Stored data
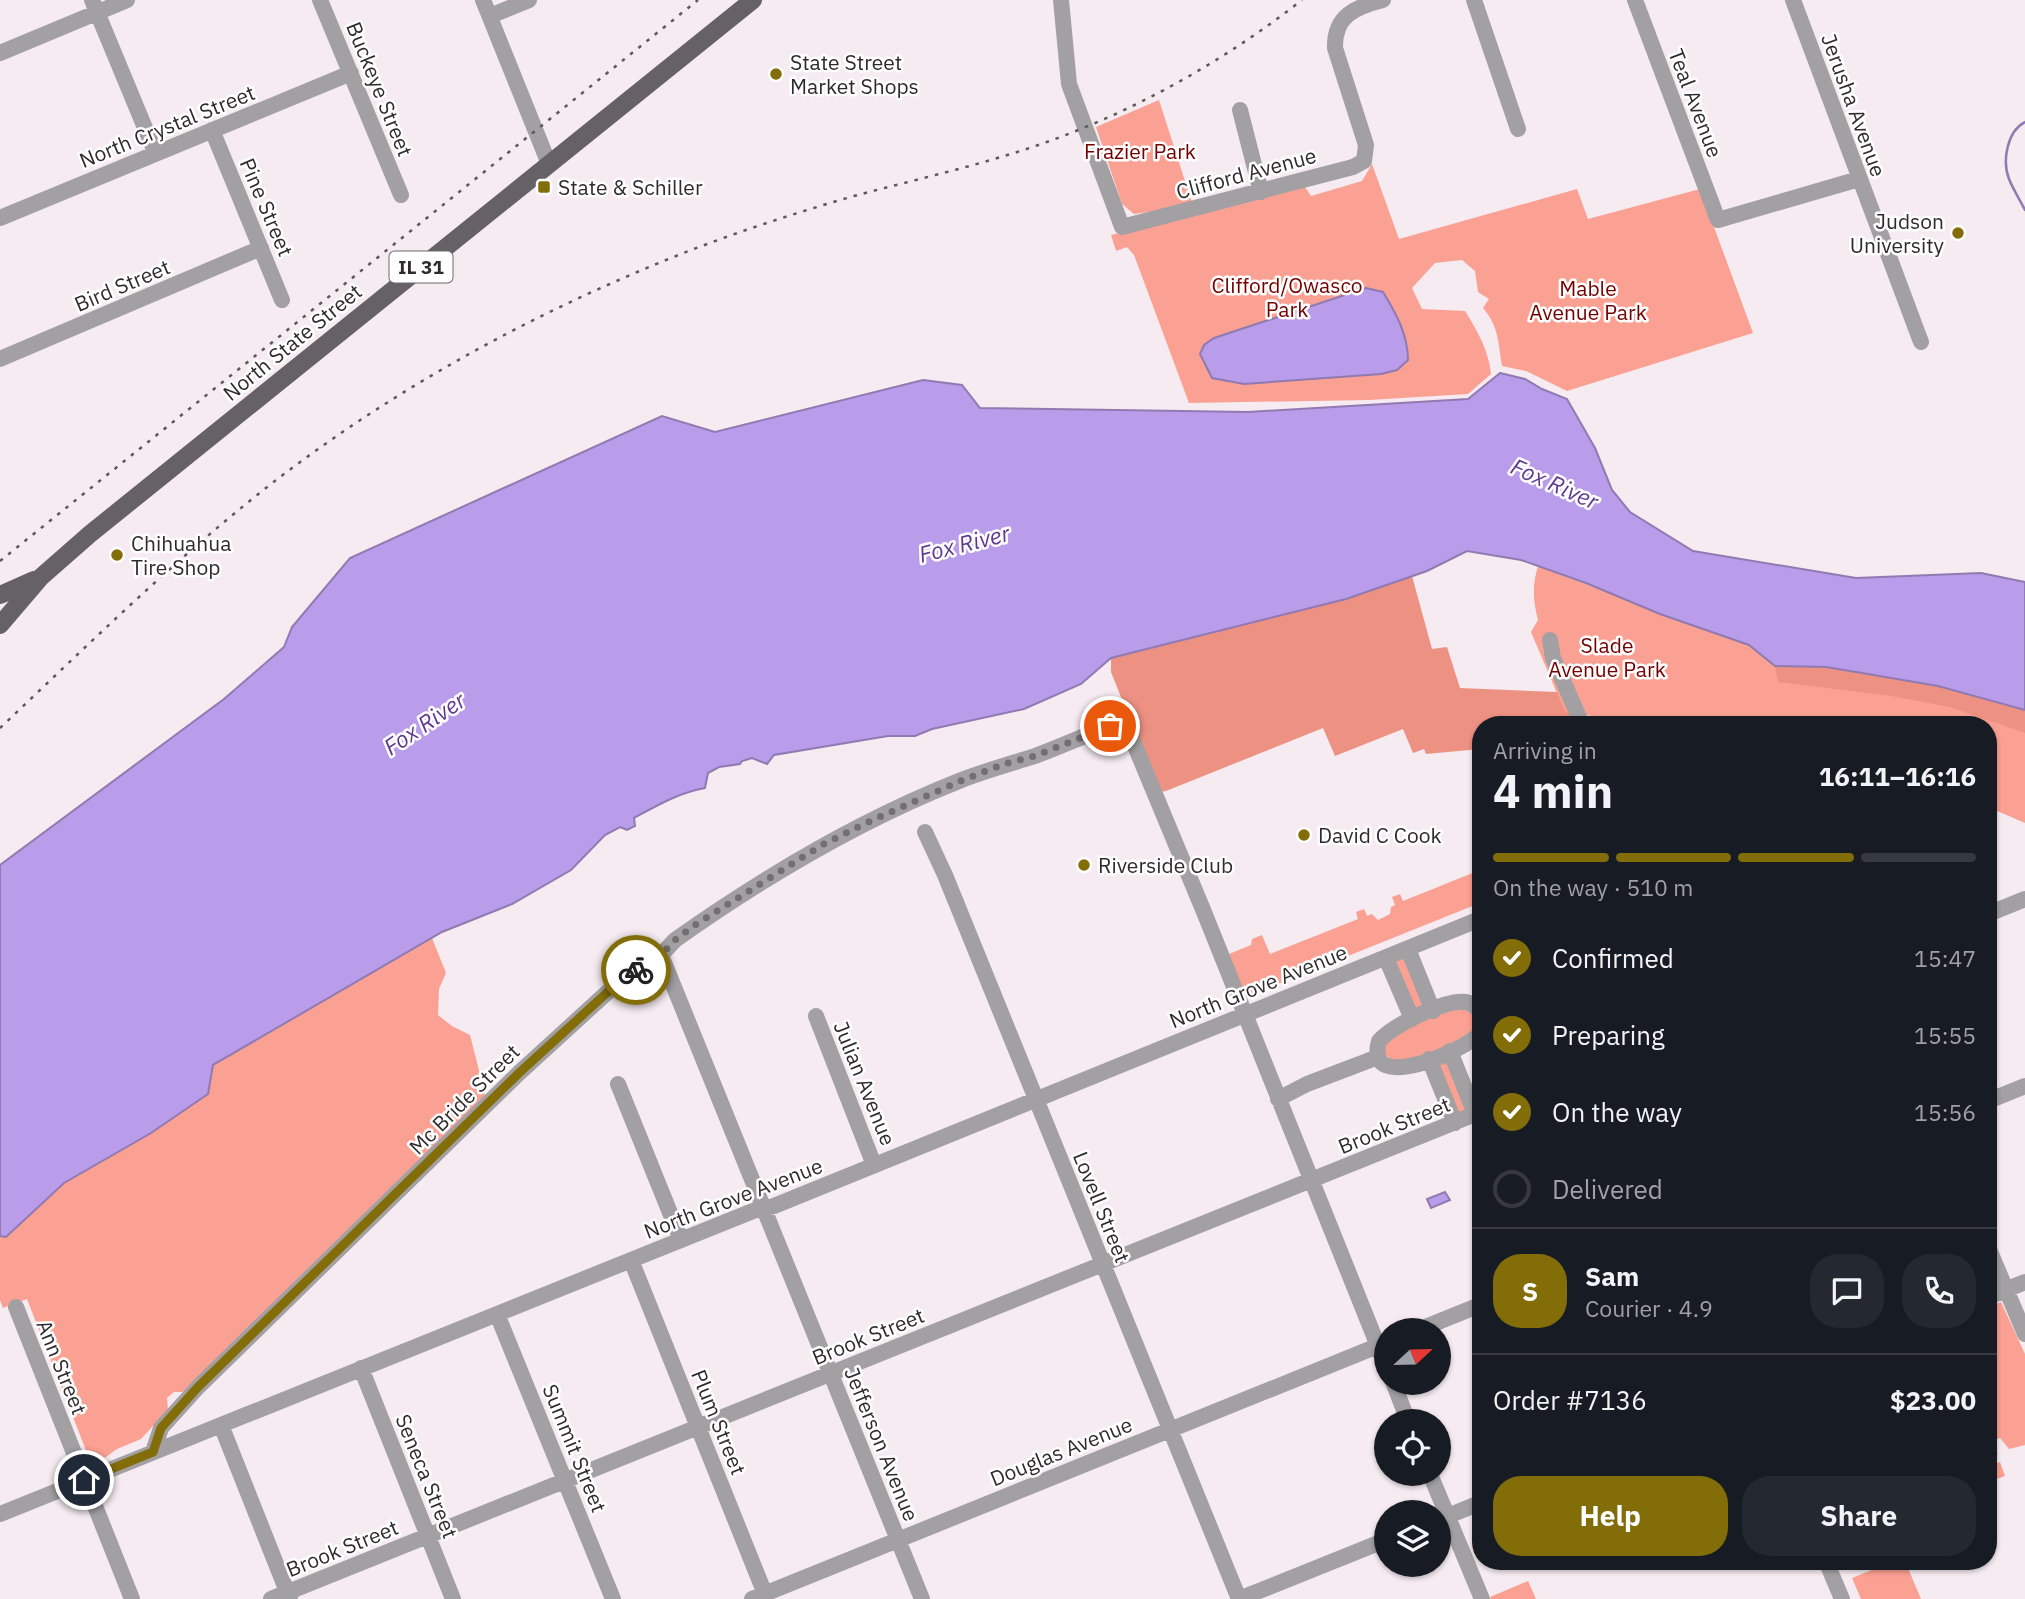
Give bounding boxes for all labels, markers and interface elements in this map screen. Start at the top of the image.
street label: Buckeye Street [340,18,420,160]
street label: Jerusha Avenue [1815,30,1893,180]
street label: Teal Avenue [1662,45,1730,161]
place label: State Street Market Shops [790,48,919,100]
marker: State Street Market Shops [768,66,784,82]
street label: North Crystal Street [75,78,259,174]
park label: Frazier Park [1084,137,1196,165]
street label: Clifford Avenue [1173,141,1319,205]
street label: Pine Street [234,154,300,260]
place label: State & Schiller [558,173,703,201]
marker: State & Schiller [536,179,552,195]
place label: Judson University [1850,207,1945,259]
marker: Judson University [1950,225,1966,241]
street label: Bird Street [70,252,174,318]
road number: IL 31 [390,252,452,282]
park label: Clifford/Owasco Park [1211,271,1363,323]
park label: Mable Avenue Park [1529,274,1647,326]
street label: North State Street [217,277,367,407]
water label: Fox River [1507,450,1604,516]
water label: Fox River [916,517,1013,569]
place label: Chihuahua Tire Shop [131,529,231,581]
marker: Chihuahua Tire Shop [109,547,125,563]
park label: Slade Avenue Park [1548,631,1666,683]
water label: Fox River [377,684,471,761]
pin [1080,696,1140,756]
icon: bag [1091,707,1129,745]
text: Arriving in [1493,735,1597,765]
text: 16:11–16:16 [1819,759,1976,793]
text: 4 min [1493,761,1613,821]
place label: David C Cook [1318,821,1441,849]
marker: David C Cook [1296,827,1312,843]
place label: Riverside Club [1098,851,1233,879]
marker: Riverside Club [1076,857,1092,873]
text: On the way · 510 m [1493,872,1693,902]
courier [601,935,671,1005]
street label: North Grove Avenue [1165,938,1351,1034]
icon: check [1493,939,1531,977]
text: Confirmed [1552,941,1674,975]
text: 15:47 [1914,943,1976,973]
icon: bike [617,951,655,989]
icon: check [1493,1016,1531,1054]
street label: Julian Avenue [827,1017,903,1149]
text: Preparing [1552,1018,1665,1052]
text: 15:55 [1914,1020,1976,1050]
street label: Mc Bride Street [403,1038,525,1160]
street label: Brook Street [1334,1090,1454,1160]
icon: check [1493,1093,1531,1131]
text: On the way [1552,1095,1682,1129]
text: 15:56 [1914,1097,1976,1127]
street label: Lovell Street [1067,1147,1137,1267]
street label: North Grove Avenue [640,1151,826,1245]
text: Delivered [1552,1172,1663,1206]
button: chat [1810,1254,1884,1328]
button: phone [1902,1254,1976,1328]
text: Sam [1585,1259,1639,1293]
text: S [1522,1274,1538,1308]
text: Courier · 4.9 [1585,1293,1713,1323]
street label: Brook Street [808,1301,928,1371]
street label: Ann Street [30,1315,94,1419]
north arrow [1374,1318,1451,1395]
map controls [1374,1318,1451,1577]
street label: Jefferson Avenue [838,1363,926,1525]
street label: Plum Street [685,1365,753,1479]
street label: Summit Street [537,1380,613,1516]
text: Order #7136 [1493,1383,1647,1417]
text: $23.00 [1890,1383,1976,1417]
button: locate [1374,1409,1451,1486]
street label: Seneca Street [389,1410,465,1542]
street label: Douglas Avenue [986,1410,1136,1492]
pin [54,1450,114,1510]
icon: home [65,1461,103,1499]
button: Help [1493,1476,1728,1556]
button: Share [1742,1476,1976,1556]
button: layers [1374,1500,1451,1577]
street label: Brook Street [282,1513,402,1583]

Exercise goal
Go through the records and copy each line with "Riverside" in it.

Output below
place label: Riverside Club [1098,851,1233,879]
marker: Riverside Club [1076,857,1092,873]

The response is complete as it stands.